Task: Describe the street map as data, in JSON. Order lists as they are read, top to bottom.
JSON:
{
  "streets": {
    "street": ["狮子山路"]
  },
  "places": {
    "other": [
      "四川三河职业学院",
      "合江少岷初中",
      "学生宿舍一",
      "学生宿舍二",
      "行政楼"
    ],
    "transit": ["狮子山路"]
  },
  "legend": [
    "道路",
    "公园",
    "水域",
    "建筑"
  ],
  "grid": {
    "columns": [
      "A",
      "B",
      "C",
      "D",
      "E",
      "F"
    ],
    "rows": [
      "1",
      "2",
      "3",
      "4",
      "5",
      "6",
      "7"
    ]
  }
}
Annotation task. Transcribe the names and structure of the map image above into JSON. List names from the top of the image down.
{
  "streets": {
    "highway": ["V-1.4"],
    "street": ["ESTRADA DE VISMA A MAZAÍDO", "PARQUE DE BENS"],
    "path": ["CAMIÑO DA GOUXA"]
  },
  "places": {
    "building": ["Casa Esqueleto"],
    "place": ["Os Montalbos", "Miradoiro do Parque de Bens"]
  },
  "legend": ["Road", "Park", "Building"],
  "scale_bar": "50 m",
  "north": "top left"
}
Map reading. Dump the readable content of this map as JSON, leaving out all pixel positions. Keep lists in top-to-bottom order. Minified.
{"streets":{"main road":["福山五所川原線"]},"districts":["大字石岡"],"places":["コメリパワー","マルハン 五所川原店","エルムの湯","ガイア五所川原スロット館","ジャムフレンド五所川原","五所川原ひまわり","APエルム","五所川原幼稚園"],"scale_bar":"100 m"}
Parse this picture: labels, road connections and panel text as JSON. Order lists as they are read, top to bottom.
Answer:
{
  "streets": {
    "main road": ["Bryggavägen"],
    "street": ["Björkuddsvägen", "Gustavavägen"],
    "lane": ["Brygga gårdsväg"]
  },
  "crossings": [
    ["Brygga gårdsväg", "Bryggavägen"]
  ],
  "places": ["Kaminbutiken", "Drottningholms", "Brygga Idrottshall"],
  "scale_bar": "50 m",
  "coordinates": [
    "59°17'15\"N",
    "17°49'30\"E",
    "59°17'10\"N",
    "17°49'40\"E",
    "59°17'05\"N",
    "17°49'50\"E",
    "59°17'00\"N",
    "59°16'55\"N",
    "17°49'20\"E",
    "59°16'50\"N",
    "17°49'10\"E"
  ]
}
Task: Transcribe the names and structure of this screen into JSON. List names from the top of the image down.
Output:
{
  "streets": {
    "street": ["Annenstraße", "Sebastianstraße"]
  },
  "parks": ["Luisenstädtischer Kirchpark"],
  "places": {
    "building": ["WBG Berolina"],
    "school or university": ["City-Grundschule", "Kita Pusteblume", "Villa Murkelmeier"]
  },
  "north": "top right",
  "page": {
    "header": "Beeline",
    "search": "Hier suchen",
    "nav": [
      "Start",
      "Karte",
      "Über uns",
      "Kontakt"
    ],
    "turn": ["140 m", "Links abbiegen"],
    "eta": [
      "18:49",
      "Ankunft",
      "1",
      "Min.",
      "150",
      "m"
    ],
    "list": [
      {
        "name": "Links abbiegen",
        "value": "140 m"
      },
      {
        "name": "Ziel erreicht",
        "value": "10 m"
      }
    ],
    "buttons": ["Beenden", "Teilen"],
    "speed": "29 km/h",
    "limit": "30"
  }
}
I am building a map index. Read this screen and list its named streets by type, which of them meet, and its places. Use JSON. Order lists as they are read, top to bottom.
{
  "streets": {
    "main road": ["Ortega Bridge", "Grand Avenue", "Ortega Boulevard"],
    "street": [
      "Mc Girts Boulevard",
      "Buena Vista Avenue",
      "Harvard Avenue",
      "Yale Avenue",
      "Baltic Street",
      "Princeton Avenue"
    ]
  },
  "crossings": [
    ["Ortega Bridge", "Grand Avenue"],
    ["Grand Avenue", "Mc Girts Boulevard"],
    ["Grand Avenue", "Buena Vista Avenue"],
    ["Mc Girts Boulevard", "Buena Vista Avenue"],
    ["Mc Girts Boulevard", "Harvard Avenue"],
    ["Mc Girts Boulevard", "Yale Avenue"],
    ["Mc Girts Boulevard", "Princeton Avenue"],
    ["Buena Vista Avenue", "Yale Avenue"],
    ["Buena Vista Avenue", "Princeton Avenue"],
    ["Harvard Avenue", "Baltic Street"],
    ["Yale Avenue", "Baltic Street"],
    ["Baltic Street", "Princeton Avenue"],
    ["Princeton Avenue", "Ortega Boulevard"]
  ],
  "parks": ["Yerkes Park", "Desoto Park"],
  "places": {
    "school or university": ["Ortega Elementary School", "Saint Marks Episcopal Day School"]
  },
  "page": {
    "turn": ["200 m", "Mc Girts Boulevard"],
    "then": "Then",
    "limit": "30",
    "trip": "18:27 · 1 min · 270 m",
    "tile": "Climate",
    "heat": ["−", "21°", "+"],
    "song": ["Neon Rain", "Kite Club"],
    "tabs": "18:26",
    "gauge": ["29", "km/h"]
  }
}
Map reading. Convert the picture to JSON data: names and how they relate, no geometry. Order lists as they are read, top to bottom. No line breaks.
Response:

+ + + + +

### THE TASK
All the lines above should appear again in the answer, exactly as written.

### ANSWER BOX
Task: Describe the street map as data, in JSON. Order lists as they are read, top to bottom.
JSON:
{
  "streets": {
    "street": ["狮子山路"]
  },
  "places": {
    "other": [
      "四川三河职业学院",
      "合江少岷初中",
      "学生宿舍一",
      "学生宿舍二",
      "行政楼"
    ],
    "transit": ["狮子山路"]
  },
  "legend": [
    "道路",
    "公园",
    "水域",
    "建筑"
  ],
  "grid": {
    "columns": [
      "A",
      "B",
      "C",
      "D",
      "E",
      "F"
    ],
    "rows": [
      "1",
      "2",
      "3",
      "4",
      "5",
      "6",
      "7"
    ]
  }
}
Annotation task. Transcribe the names and structure of the map image above into JSON. List names from the top of the image down.
{
  "streets": {
    "highway": ["V-1.4"],
    "street": ["ESTRADA DE VISMA A MAZAÍDO", "PARQUE DE BENS"],
    "path": ["CAMIÑO DA GOUXA"]
  },
  "places": {
    "building": ["Casa Esqueleto"],
    "place": ["Os Montalbos", "Miradoiro do Parque de Bens"]
  },
  "legend": ["Road", "Park", "Building"],
  "scale_bar": "50 m",
  "north": "top left"
}
Map reading. Dump the readable content of this map as JSON, leaving out all pixel positions. Keep lists in top-to-bottom order. Minified.
{"streets":{"main road":["福山五所川原線"]},"districts":["大字石岡"],"places":["コメリパワー","マルハン 五所川原店","エルムの湯","ガイア五所川原スロット館","ジャムフレンド五所川原","五所川原ひまわり","APエルム","五所川原幼稚園"],"scale_bar":"100 m"}
Parse this picture: labels, road connections and panel text as JSON. Order lists as they are read, top to bottom.
Answer:
{
  "streets": {
    "main road": ["Bryggavägen"],
    "street": ["Björkuddsvägen", "Gustavavägen"],
    "lane": ["Brygga gårdsväg"]
  },
  "crossings": [
    ["Brygga gårdsväg", "Bryggavägen"]
  ],
  "places": ["Kaminbutiken", "Drottningholms", "Brygga Idrottshall"],
  "scale_bar": "50 m",
  "coordinates": [
    "59°17'15\"N",
    "17°49'30\"E",
    "59°17'10\"N",
    "17°49'40\"E",
    "59°17'05\"N",
    "17°49'50\"E",
    "59°17'00\"N",
    "59°16'55\"N",
    "17°49'20\"E",
    "59°16'50\"N",
    "17°49'10\"E"
  ]
}
Task: Transcribe the names and structure of this screen into JSON. List names from the top of the image down.
Output:
{
  "streets": {
    "street": ["Annenstraße", "Sebastianstraße"]
  },
  "parks": ["Luisenstädtischer Kirchpark"],
  "places": {
    "building": ["WBG Berolina"],
    "school or university": ["City-Grundschule", "Kita Pusteblume", "Villa Murkelmeier"]
  },
  "north": "top right",
  "page": {
    "header": "Beeline",
    "search": "Hier suchen",
    "nav": [
      "Start",
      "Karte",
      "Über uns",
      "Kontakt"
    ],
    "turn": ["140 m", "Links abbiegen"],
    "eta": [
      "18:49",
      "Ankunft",
      "1",
      "Min.",
      "150",
      "m"
    ],
    "list": [
      {
        "name": "Links abbiegen",
        "value": "140 m"
      },
      {
        "name": "Ziel erreicht",
        "value": "10 m"
      }
    ],
    "buttons": ["Beenden", "Teilen"],
    "speed": "29 km/h",
    "limit": "30"
  }
}
I am building a map index. Read this screen and list its named streets by type, which of them meet, and its places. Use JSON. Order lists as they are read, top to bottom.
{
  "streets": {
    "main road": ["Ortega Bridge", "Grand Avenue", "Ortega Boulevard"],
    "street": [
      "Mc Girts Boulevard",
      "Buena Vista Avenue",
      "Harvard Avenue",
      "Yale Avenue",
      "Baltic Street",
      "Princeton Avenue"
    ]
  },
  "crossings": [
    ["Ortega Bridge", "Grand Avenue"],
    ["Grand Avenue", "Mc Girts Boulevard"],
    ["Grand Avenue", "Buena Vista Avenue"],
    ["Mc Girts Boulevard", "Buena Vista Avenue"],
    ["Mc Girts Boulevard", "Harvard Avenue"],
    ["Mc Girts Boulevard", "Yale Avenue"],
    ["Mc Girts Boulevard", "Princeton Avenue"],
    ["Buena Vista Avenue", "Yale Avenue"],
    ["Buena Vista Avenue", "Princeton Avenue"],
    ["Harvard Avenue", "Baltic Street"],
    ["Yale Avenue", "Baltic Street"],
    ["Baltic Street", "Princeton Avenue"],
    ["Princeton Avenue", "Ortega Boulevard"]
  ],
  "parks": ["Yerkes Park", "Desoto Park"],
  "places": {
    "school or university": ["Ortega Elementary School", "Saint Marks Episcopal Day School"]
  },
  "page": {
    "turn": ["200 m", "Mc Girts Boulevard"],
    "then": "Then",
    "limit": "30",
    "trip": "18:27 · 1 min · 270 m",
    "tile": "Climate",
    "heat": ["−", "21°", "+"],
    "song": ["Neon Rain", "Kite Club"],
    "tabs": "18:26",
    "gauge": ["29", "km/h"]
  }
}
Map reading. Convert the picture to JSON data: names and how they relate, no geometry. Order lists as they are read, top to bottom. No line breaks.
Response:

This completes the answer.